Parsing Tools Built using Parsing Theory

Many parsing tools, such as Flex & Bison and ANTLR, are build on solid theory. As a result, they were created quickly and cheaply using structured, well-known techniques. Contrast with parsers developed prior to the theory:

The earliest parser back in the 1950s used utterly ad hoc techniques to analyze the syntax of the source code of programs they were parsing.

Things changed in the 1960s and 70s:

During the 1960s, the field got a lot of academic attention and by the early 1970s, parsing was no longer an arcane art. In the 1970s Aho, Ullman, Knuth, and many others put parsing techniques solidly on their theoretical feet.

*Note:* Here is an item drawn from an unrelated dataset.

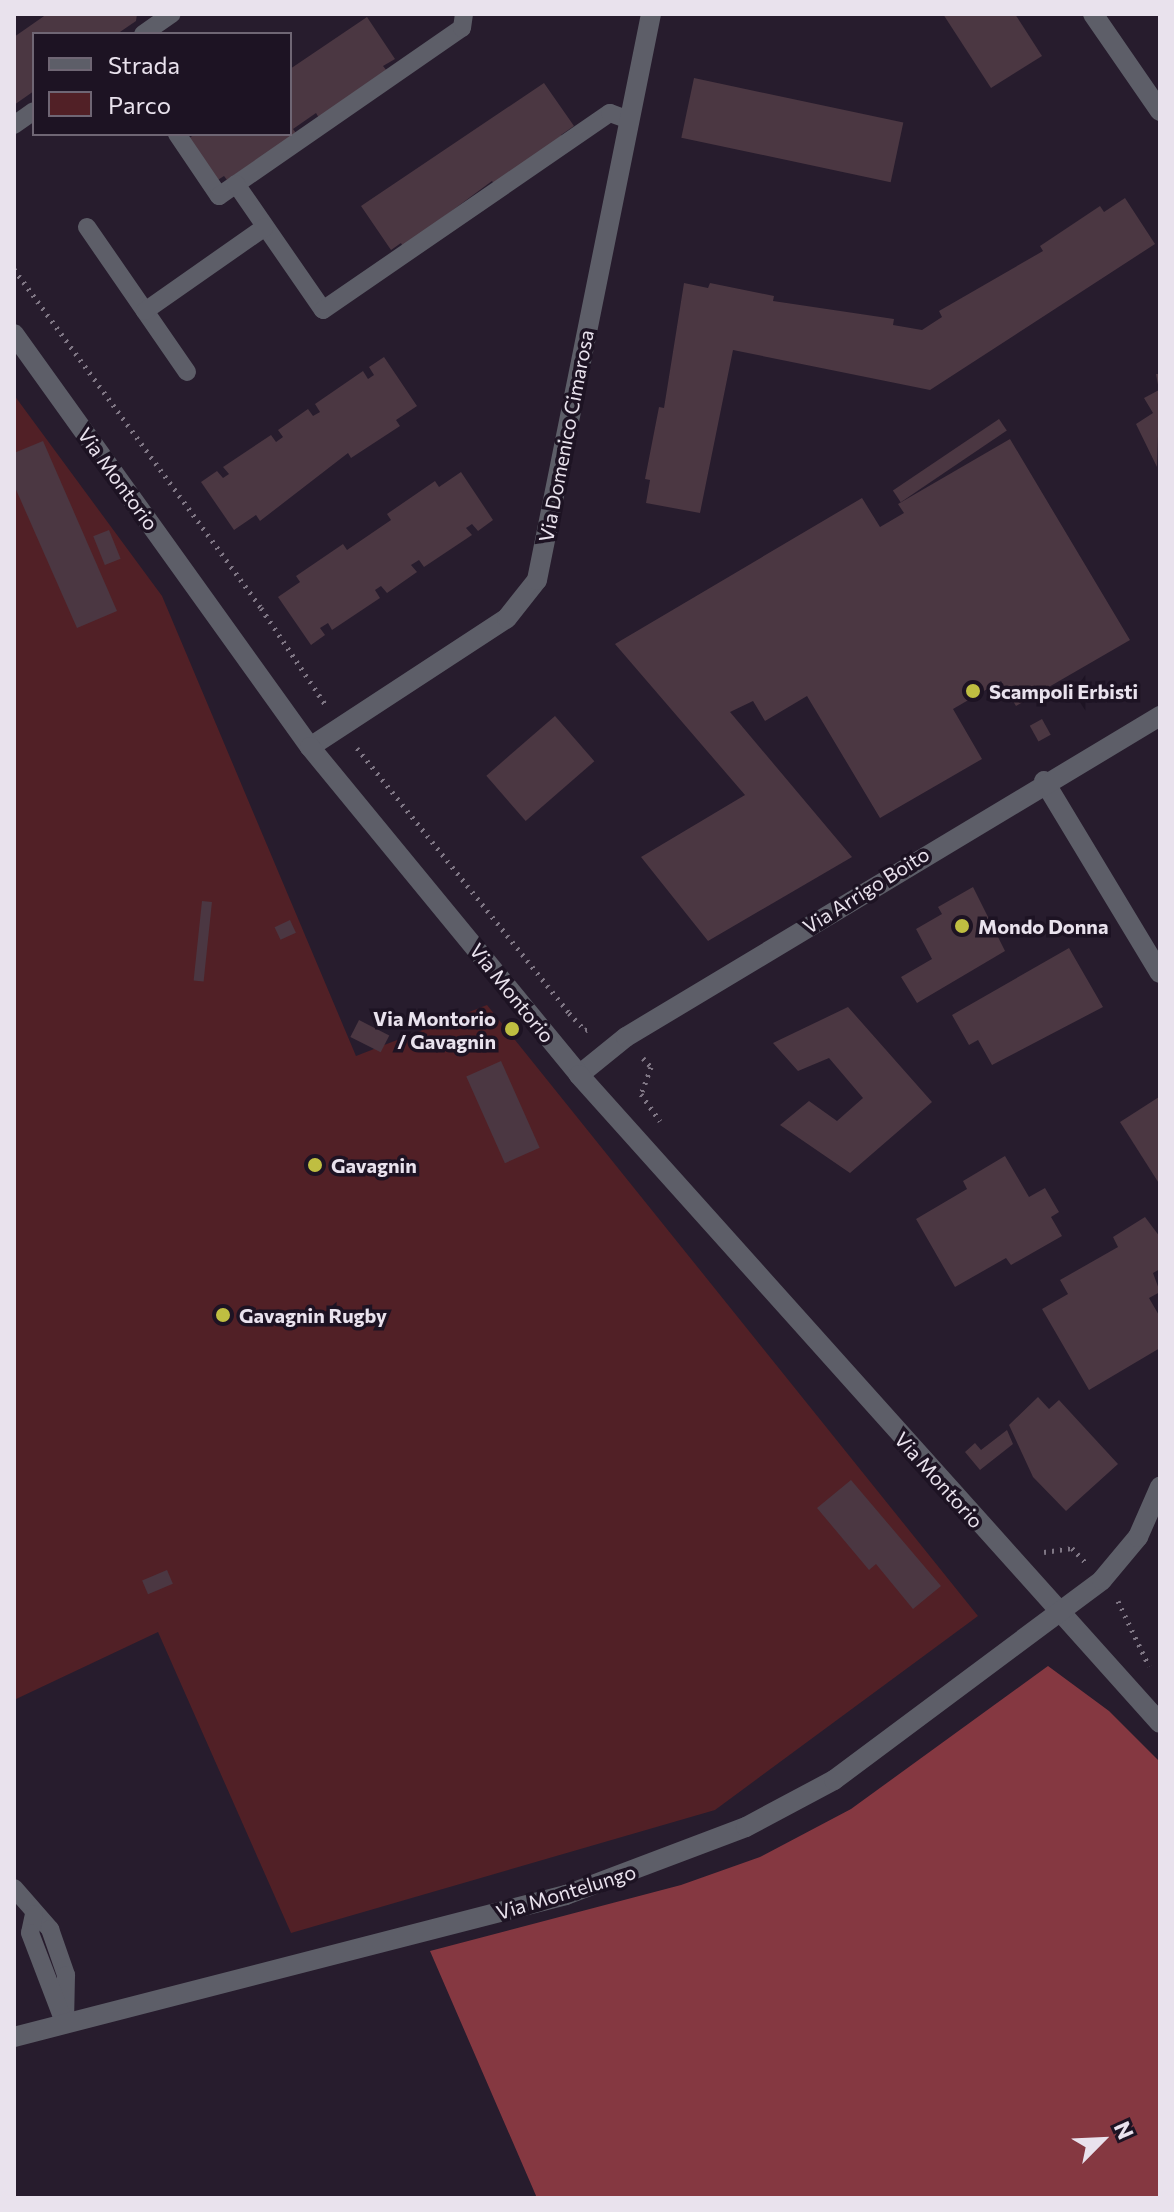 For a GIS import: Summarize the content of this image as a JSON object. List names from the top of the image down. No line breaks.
{"streets":{"street":["Via Domenico Cimarosa","Via Montorio","Via Arrigo Boito","Via Montelungo"]},"crossings":[["Via Domenico Cimarosa","Via Montorio"],["Via Montorio","Via Arrigo Boito"],["Via Montorio","Via Montelungo"]],"places":["Scampoli Erbisti","Mondo Donna","Via Montorio / Gavagnin","Gavagnin","Gavagnin Rugby"],"legend":["Strada","Parco"],"north":"top right"} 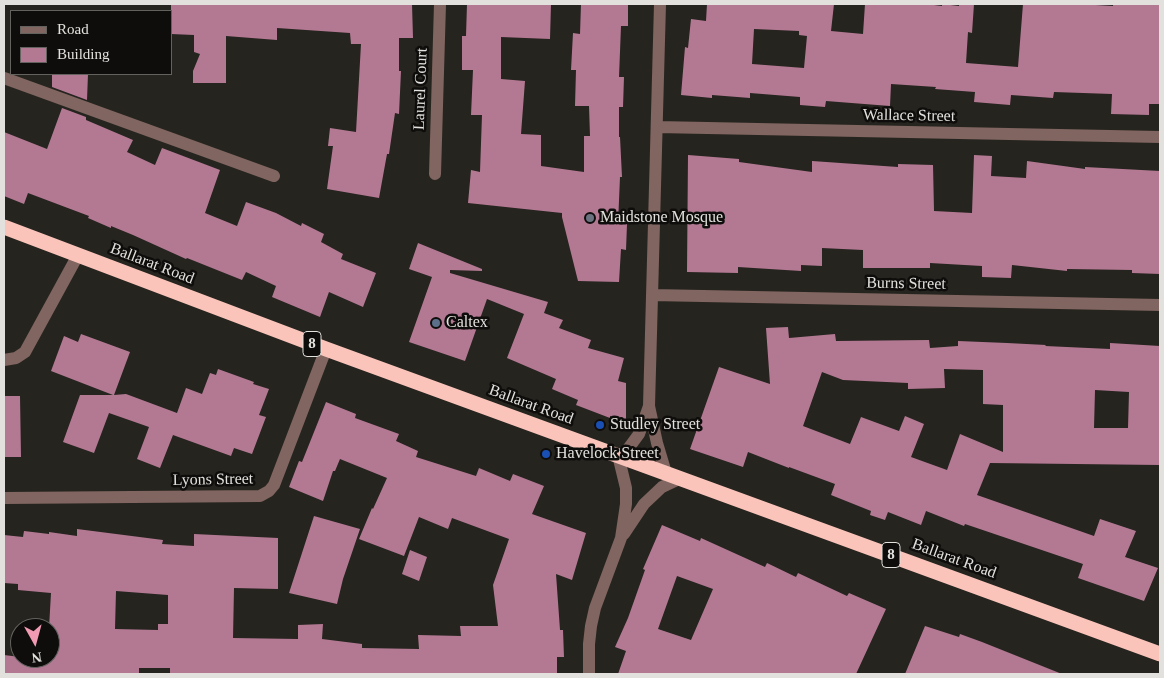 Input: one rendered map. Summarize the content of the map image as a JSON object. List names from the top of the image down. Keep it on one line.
{"streets":{"highway":["Ballarat Road","8"],"street":["Laurel Court","Wallace Street","Burns Street","Lyons Street"]},"crossings":[["Ballarat Road","Lyons Street"]],"places":["Maidstone Mosque","Caltex","Studley Street","Havelock Street"],"legend":["Road","Building"],"north":"bottom"} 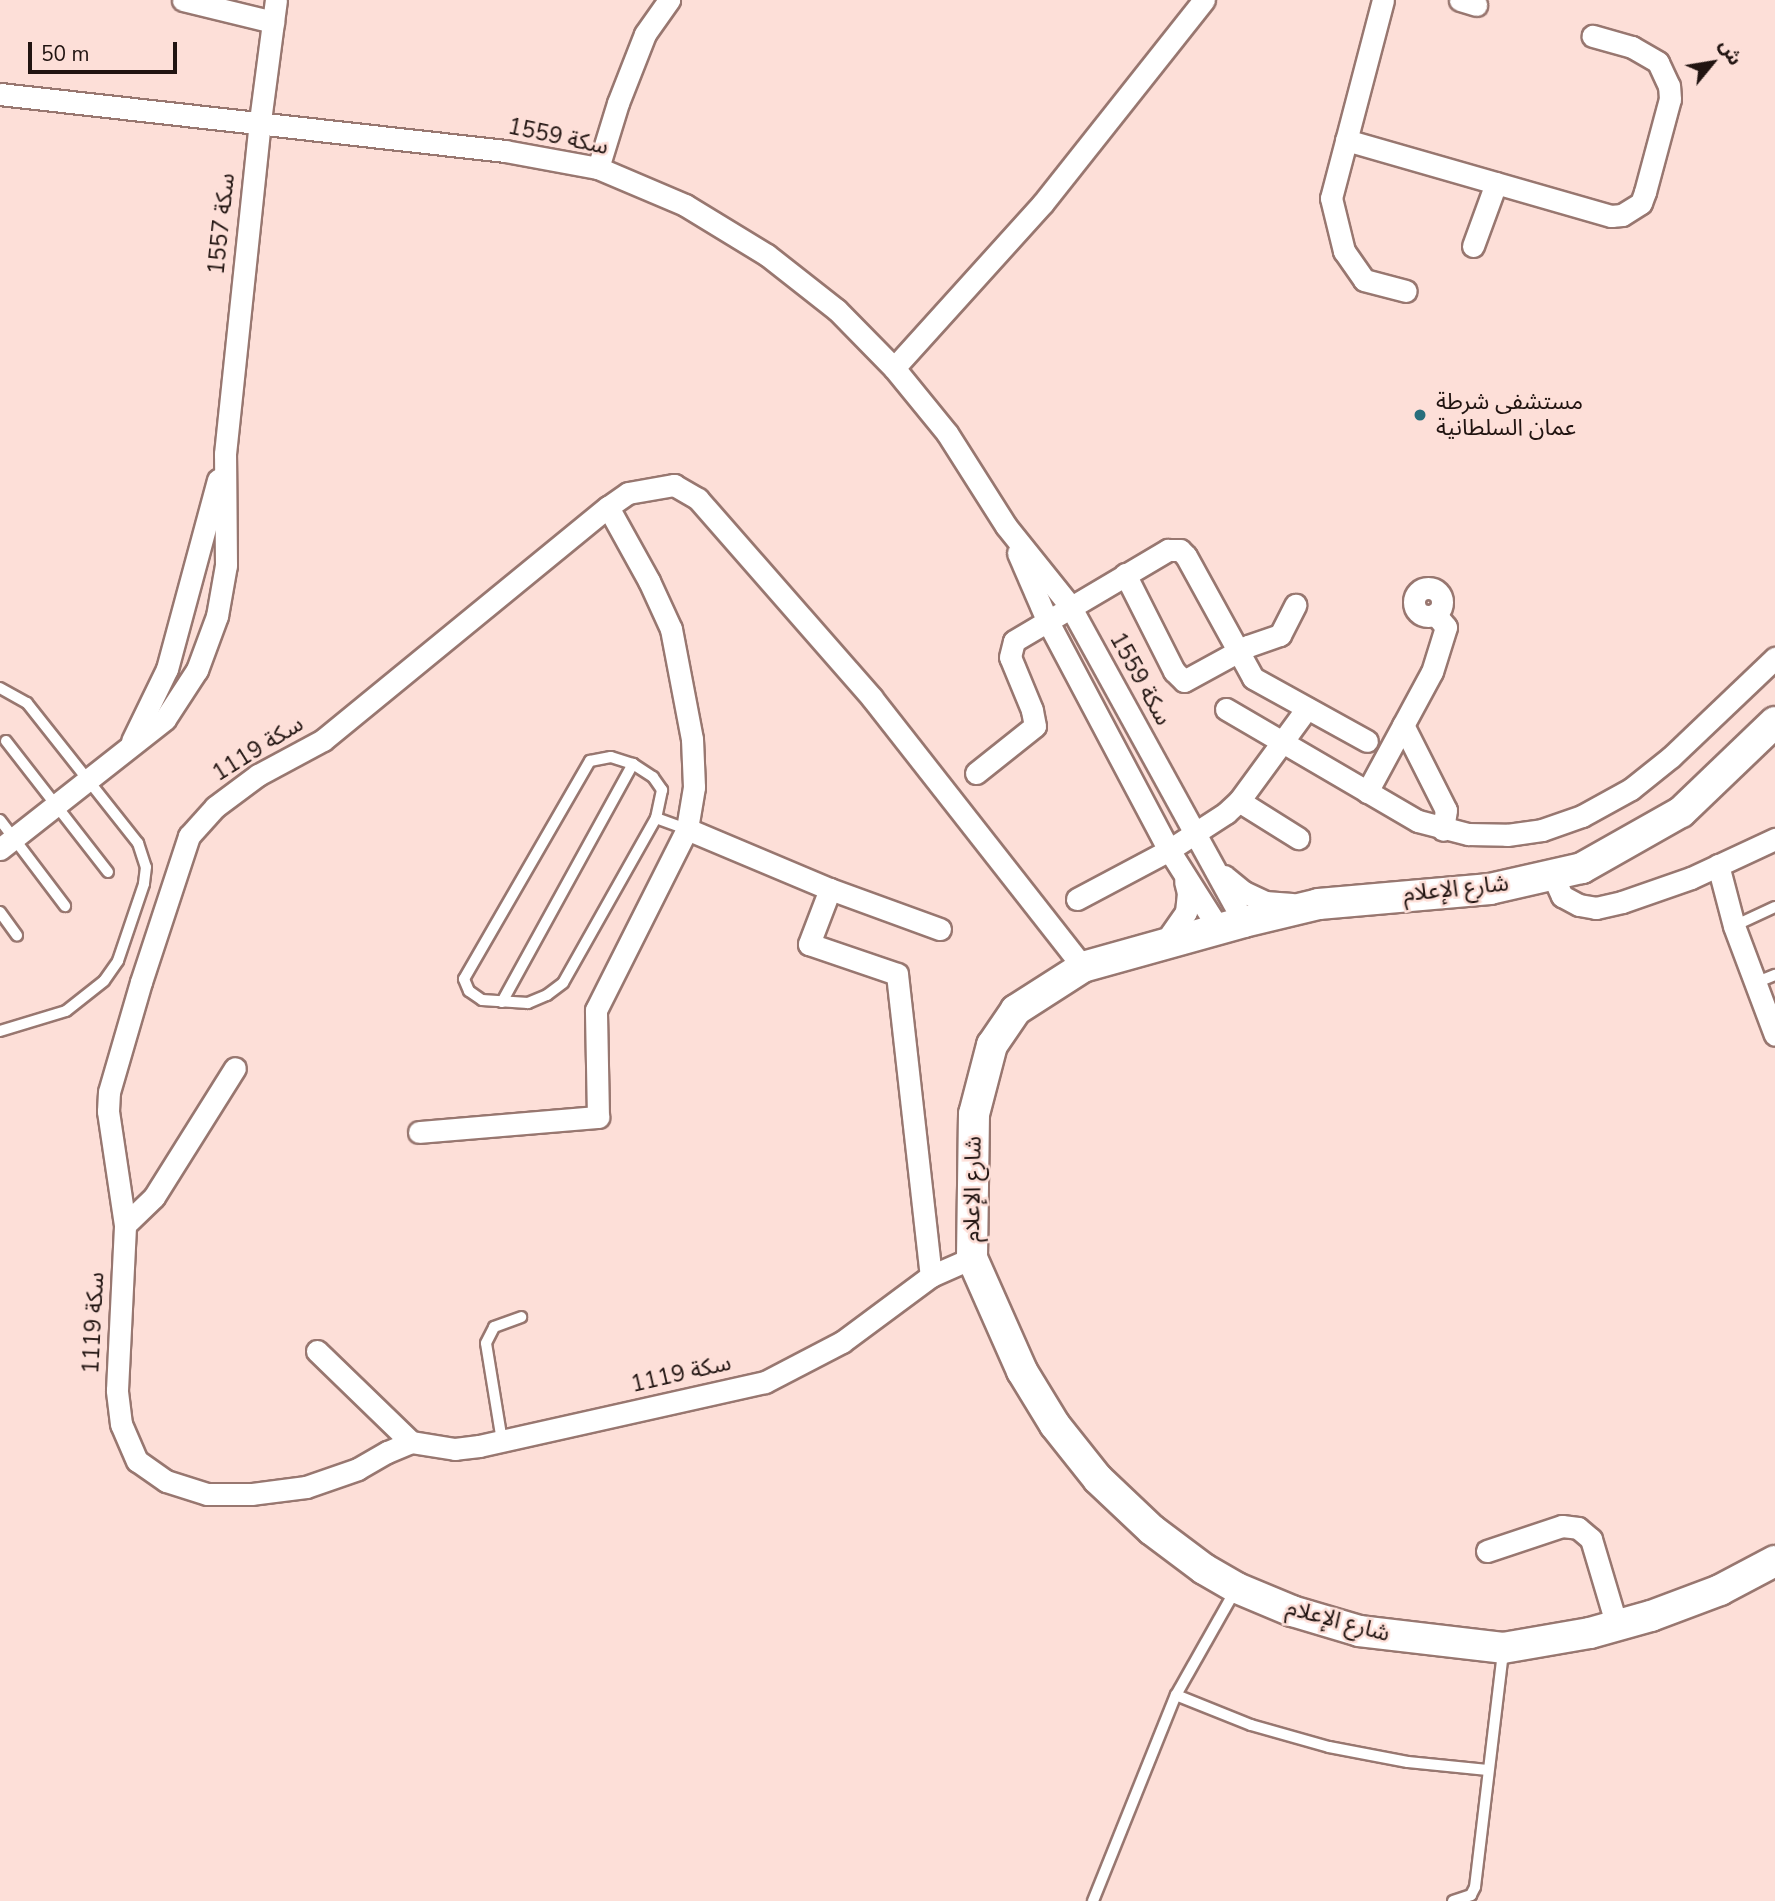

One of the first techniques they (Aho, Ullman, Knuth, and others) espoused was to separate lexing (a.k.a. scanning, tokenizing) from parsing. Lexing built upon regular expressions, which built upon Finite Automata (FA) theory and Nondeterministic Finite Automata (NFA) theory. FA and NFA were brilliantly melded together by the famous Kleene Theorem. Parsing built on top of a rich theory of grammars – Context Free Grammars, Context Sensitive Grammars, etc. – that Chomsky formulated. Here’s a graphic I created depicting the foundation upon which Flex & Bison, ANTLR, and other parser tools are built:

Theory underpinning parser tools

Sometimes theory can be pie-in-the-sky and without practical value, but in this case the theory is enormously practical - the theory informs developers how to implement lexers and parsers in a systematic fashion. As a result, even second year CompSci students can develop lexers and parsers quickly and cheaply and the resulting tools are fast and bug-free. Without the theory everyone would be creating ad-hoc tools like they did in the 1950’s.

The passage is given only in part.